ASSIGNMENT → How many of the lines below contain "setLineDash"? Answer with that number alone.

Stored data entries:
□ □ □ □ □

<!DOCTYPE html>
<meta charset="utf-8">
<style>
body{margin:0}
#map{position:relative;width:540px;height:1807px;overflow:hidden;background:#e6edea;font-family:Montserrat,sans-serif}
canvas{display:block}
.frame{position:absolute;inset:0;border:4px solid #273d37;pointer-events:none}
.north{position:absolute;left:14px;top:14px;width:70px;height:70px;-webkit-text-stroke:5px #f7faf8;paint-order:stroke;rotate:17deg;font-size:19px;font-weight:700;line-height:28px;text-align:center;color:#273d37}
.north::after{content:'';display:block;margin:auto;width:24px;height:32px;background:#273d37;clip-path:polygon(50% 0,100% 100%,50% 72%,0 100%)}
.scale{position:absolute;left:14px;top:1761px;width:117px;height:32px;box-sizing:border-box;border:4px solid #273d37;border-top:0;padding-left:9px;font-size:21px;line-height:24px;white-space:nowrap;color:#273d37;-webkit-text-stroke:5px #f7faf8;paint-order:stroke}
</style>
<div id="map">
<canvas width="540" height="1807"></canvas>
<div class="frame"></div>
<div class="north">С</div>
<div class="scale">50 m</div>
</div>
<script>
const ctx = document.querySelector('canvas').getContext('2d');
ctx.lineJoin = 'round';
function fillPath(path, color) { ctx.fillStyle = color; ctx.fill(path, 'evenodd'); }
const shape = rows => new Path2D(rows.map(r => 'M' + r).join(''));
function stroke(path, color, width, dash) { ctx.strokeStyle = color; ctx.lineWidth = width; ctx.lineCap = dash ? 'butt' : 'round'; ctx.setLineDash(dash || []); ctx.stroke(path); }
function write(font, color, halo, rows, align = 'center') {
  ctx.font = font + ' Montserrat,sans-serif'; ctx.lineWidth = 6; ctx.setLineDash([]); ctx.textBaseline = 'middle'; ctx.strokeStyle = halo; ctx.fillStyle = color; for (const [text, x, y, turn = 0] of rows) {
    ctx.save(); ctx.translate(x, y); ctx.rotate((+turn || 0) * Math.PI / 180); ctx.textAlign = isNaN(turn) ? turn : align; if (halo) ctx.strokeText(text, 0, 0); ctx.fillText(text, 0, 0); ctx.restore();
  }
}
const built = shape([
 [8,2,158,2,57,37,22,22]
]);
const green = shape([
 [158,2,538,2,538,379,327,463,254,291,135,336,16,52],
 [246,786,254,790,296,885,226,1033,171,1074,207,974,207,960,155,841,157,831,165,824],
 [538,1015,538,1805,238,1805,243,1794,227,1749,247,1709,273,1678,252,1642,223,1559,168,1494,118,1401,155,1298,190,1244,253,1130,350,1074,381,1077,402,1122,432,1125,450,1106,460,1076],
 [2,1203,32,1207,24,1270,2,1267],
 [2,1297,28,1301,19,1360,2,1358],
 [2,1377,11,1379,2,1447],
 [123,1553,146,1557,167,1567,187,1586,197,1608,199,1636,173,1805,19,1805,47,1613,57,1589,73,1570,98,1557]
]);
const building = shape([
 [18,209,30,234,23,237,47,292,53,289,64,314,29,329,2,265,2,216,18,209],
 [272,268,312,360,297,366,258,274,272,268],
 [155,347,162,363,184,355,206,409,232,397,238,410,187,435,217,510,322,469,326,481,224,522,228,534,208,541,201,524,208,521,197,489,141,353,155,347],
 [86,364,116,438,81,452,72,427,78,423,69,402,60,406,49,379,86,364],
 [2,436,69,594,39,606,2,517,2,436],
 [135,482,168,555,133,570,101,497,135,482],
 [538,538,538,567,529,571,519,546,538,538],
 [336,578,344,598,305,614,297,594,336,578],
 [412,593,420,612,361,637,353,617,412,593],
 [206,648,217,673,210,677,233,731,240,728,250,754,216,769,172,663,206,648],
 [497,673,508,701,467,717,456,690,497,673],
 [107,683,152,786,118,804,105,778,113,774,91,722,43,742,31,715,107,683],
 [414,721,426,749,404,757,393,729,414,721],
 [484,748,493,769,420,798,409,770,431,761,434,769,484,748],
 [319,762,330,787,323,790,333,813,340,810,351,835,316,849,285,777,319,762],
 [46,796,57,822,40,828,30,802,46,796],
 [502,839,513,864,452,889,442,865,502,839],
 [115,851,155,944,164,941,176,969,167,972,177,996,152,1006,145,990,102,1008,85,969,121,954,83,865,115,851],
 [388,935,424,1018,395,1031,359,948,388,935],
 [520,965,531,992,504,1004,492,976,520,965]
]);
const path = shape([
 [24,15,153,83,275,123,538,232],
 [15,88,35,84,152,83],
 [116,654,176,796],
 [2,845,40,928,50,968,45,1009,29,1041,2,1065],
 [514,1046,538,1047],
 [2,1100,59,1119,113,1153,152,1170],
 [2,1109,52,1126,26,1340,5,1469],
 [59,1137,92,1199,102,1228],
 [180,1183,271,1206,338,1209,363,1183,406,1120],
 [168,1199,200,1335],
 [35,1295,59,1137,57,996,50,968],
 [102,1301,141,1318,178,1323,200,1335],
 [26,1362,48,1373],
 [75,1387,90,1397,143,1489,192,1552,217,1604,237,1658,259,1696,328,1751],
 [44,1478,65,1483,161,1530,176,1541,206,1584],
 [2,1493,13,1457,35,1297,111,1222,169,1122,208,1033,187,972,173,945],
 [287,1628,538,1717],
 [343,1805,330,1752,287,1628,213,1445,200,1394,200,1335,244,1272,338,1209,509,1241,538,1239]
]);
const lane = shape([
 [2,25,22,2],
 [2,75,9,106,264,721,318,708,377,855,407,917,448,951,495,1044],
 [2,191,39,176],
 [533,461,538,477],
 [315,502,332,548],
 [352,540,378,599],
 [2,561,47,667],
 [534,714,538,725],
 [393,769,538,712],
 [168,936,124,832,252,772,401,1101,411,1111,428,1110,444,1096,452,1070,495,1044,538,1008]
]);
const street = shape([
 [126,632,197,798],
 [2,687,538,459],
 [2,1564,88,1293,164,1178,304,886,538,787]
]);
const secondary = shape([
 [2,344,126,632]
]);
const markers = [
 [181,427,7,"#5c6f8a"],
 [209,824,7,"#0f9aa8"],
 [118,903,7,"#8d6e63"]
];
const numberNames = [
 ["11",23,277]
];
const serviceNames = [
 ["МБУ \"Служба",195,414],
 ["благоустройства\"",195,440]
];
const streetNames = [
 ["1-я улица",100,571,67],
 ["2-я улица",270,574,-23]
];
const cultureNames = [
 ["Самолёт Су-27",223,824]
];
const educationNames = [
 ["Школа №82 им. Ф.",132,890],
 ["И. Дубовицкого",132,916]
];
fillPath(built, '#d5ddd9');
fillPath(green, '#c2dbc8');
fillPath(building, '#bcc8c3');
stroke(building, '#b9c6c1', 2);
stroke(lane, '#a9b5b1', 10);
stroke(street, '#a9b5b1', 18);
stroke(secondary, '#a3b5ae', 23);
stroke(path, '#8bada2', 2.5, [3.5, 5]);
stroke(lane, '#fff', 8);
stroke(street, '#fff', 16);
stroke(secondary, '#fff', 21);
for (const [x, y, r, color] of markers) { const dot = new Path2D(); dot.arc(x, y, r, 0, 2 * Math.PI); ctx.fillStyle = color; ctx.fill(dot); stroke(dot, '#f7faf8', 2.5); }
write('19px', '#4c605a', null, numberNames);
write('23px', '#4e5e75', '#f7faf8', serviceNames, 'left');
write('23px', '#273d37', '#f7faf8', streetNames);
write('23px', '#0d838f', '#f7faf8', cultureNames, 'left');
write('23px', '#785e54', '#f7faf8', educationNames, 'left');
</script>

□ □ □ □ □

ANSWER TO THIS EXERCISE → 2